E&Y denies intention to settle with Equitable
Big Four firm Ernst & Young has strongly denied rumours that it could seek an out of court settlement with Equitable Life before High Court civil litigation planned for next year.
Big Four firm Ernst & Young has strongly denied rumours that it could seek an out of court settlement with Equitable Life before High Court civil litigation planned for next year.
Equitable is suing its former auditor for £2.6bn with the hearing scheduled to begin in April.
Following last week’s Joint Disciplinary Tribunal complaints, which called into question 11 consecutive years of audits at the life insurer, E&Y was tipped by sources close to the case to approach Equitable with a settlement proposal.
The source said the separate litigation brought against E&Y by Equitable Life, combined with the JDS complaints, could have an ‘impact’ on both existing and potential clients of E&Y, which will lead the Big Four firm to ‘pick up the phone quite soon’.
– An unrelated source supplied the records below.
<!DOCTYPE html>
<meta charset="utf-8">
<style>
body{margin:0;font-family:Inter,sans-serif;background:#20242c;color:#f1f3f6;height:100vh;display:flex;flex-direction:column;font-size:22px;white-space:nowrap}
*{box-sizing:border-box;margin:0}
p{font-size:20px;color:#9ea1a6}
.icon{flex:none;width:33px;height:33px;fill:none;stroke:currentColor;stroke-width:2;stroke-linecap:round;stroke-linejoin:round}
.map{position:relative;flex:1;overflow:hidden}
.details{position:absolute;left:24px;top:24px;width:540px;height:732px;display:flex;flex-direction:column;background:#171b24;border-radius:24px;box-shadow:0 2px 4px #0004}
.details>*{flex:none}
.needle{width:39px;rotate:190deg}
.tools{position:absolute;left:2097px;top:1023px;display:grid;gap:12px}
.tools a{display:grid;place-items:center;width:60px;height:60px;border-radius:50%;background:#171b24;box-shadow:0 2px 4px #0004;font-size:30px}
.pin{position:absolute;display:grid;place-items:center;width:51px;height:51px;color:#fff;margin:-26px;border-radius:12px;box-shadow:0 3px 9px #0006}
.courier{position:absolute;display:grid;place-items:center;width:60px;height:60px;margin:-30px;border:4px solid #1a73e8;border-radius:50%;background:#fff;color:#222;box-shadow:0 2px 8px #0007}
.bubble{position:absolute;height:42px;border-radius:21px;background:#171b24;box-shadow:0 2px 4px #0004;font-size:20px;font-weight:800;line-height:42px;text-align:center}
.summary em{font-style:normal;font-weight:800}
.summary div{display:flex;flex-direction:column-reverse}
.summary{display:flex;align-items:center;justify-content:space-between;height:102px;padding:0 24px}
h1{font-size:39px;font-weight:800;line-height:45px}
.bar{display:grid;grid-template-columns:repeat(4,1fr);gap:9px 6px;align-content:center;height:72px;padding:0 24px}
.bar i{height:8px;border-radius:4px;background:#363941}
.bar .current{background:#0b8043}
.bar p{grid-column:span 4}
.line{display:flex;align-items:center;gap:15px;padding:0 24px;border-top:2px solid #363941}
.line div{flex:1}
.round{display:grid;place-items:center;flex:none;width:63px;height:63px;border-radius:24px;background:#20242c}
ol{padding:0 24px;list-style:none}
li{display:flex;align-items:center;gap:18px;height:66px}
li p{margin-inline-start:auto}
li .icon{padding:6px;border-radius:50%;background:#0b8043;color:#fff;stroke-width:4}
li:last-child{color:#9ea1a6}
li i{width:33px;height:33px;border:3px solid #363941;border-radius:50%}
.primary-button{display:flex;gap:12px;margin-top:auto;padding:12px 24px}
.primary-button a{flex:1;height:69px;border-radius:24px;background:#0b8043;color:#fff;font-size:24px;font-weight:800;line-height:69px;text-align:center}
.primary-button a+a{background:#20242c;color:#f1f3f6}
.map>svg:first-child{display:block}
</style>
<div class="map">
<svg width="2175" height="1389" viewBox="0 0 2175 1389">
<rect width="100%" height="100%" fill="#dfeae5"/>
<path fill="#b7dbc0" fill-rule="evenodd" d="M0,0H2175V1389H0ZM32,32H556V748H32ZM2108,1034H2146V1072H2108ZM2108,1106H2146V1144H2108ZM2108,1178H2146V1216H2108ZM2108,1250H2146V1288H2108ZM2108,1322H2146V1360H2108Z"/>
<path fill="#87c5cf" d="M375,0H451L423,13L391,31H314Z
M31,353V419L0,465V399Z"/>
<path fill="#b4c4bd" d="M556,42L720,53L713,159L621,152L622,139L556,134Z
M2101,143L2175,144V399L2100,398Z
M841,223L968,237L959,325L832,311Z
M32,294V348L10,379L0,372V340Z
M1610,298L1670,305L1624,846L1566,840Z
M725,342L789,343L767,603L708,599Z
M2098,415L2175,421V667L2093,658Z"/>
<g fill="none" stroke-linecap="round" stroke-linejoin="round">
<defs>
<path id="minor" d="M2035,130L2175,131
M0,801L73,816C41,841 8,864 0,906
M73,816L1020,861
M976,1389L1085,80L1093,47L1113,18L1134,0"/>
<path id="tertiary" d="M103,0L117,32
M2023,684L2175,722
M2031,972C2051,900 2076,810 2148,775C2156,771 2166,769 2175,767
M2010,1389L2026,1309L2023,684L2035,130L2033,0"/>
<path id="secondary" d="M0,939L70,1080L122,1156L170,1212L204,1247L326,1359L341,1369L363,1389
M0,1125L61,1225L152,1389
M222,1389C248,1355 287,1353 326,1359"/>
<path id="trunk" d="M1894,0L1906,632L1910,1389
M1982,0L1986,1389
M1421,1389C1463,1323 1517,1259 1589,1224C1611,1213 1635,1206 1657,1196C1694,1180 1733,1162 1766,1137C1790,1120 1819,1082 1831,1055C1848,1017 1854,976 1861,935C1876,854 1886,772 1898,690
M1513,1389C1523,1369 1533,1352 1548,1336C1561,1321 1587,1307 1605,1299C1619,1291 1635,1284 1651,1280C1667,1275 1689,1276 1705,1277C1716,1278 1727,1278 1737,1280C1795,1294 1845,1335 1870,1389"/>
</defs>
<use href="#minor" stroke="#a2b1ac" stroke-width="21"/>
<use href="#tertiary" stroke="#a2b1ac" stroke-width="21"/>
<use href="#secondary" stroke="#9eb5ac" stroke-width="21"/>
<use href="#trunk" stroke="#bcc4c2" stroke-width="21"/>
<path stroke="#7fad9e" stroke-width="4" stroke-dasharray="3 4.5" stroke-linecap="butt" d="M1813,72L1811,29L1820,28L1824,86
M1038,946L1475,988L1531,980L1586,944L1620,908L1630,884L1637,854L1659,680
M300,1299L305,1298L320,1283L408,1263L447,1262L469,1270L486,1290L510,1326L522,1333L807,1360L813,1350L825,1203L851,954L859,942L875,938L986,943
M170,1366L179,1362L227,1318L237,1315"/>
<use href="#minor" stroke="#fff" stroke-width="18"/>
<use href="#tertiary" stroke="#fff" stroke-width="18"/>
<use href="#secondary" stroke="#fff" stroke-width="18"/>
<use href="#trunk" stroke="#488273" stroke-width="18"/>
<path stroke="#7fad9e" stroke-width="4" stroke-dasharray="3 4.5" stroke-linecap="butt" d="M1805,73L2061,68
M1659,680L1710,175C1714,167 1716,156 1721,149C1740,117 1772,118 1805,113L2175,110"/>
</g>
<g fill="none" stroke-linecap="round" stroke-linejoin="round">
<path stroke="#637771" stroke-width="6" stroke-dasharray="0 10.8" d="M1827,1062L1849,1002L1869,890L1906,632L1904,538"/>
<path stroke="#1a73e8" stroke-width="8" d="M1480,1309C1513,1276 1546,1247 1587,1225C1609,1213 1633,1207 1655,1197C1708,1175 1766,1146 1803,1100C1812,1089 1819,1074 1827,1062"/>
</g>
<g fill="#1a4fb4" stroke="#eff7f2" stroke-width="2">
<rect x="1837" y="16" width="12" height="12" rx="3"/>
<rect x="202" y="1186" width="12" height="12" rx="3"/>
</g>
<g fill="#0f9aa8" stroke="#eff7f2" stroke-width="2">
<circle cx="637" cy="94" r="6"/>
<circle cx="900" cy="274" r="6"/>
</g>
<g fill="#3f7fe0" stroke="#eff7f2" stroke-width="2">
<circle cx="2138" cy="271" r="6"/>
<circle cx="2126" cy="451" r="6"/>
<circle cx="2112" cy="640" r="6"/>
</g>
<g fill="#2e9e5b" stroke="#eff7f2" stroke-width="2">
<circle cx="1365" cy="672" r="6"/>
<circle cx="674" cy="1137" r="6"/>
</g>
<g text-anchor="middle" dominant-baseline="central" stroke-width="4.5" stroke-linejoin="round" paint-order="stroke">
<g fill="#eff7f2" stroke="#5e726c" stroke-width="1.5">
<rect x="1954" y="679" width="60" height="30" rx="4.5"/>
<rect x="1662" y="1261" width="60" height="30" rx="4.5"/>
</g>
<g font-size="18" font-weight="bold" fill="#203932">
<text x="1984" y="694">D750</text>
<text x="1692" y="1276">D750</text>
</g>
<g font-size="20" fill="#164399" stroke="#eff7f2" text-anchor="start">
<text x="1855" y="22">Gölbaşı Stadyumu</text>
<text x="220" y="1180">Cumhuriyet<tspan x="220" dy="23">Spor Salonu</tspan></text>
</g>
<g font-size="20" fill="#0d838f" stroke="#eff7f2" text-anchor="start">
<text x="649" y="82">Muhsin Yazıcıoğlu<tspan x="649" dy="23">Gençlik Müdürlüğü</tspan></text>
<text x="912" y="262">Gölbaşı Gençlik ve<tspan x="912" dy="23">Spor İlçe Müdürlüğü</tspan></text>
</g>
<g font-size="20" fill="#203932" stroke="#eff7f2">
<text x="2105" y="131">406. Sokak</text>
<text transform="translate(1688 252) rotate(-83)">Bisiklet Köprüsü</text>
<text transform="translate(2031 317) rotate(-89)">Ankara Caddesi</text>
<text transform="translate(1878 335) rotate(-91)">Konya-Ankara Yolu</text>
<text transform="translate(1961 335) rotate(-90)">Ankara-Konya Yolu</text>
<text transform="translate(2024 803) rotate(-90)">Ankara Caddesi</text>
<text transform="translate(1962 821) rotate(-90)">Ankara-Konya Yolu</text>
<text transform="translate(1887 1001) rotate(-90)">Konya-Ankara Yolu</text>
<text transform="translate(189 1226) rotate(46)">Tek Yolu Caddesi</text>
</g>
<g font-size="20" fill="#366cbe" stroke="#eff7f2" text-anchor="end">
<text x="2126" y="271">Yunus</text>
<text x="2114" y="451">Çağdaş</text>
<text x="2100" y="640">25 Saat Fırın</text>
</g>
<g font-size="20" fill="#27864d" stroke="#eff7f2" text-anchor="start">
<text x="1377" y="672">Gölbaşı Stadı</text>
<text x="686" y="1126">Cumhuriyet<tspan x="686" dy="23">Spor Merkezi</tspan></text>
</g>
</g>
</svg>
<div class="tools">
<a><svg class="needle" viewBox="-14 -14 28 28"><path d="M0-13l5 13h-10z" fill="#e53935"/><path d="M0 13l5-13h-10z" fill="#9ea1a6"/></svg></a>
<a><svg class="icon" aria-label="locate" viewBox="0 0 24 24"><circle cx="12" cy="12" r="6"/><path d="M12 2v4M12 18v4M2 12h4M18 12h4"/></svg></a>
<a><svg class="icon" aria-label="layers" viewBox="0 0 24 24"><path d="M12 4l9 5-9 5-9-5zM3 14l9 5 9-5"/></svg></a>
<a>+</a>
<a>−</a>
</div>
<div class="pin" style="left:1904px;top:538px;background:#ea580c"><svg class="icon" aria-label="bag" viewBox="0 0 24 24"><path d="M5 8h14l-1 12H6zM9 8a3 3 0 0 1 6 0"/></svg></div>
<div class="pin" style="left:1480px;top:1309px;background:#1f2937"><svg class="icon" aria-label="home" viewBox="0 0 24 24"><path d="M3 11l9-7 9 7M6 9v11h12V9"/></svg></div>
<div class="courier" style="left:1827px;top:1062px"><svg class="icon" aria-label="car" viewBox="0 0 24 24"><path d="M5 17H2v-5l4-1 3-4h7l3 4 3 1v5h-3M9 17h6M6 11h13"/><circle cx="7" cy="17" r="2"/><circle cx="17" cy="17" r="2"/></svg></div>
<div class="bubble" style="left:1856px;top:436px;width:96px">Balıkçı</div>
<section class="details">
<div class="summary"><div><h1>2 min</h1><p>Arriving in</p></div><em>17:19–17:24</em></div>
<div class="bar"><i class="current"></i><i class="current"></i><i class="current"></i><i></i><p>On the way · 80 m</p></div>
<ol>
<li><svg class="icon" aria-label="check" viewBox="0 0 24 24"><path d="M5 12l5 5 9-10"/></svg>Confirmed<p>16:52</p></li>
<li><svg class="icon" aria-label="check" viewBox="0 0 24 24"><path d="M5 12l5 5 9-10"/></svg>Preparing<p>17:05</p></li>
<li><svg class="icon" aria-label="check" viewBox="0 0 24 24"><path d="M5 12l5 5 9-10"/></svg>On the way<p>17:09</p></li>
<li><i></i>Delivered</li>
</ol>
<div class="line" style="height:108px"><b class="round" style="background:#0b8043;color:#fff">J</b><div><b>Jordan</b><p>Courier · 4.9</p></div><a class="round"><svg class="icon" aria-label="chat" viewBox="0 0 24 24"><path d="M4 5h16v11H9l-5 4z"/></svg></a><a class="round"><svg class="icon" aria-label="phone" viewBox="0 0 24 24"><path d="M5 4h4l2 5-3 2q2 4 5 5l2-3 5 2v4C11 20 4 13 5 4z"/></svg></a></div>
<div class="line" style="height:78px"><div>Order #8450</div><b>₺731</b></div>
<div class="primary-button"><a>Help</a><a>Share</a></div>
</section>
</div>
A spokesman for E&Y said the firm ‘denies strongly any intention to approach Equitable with a settlement and denies strongly any attrition with clients’.
E&Y partner, Kevin Paul McNamara, and former partner, Richard George Combes, are at the centre of the JDS criticisms.
The JDS complaints charge E&Y with failing to ‘understand ELAS’s business in relation to, inter alia, bonuses, the reasonable expectations of policyholders, and those ELAS with-profits pension policies which entitled the holder to choose a pension at a guaranteed annuity rate’.
The findings of the JDS also led it to allege E&Y failed to act with the ‘objectivity and independence’ expected from chartered accountants.
An independent tribunal is likely to hear the JDS case before Christmas. ‘We believe that the complaints are unfounded and misguided and we will be mounting a vigorous defence,’ Ernst & Young said in a statement, and added that the complaints are ‘entirely separate’ from the High Court litigation.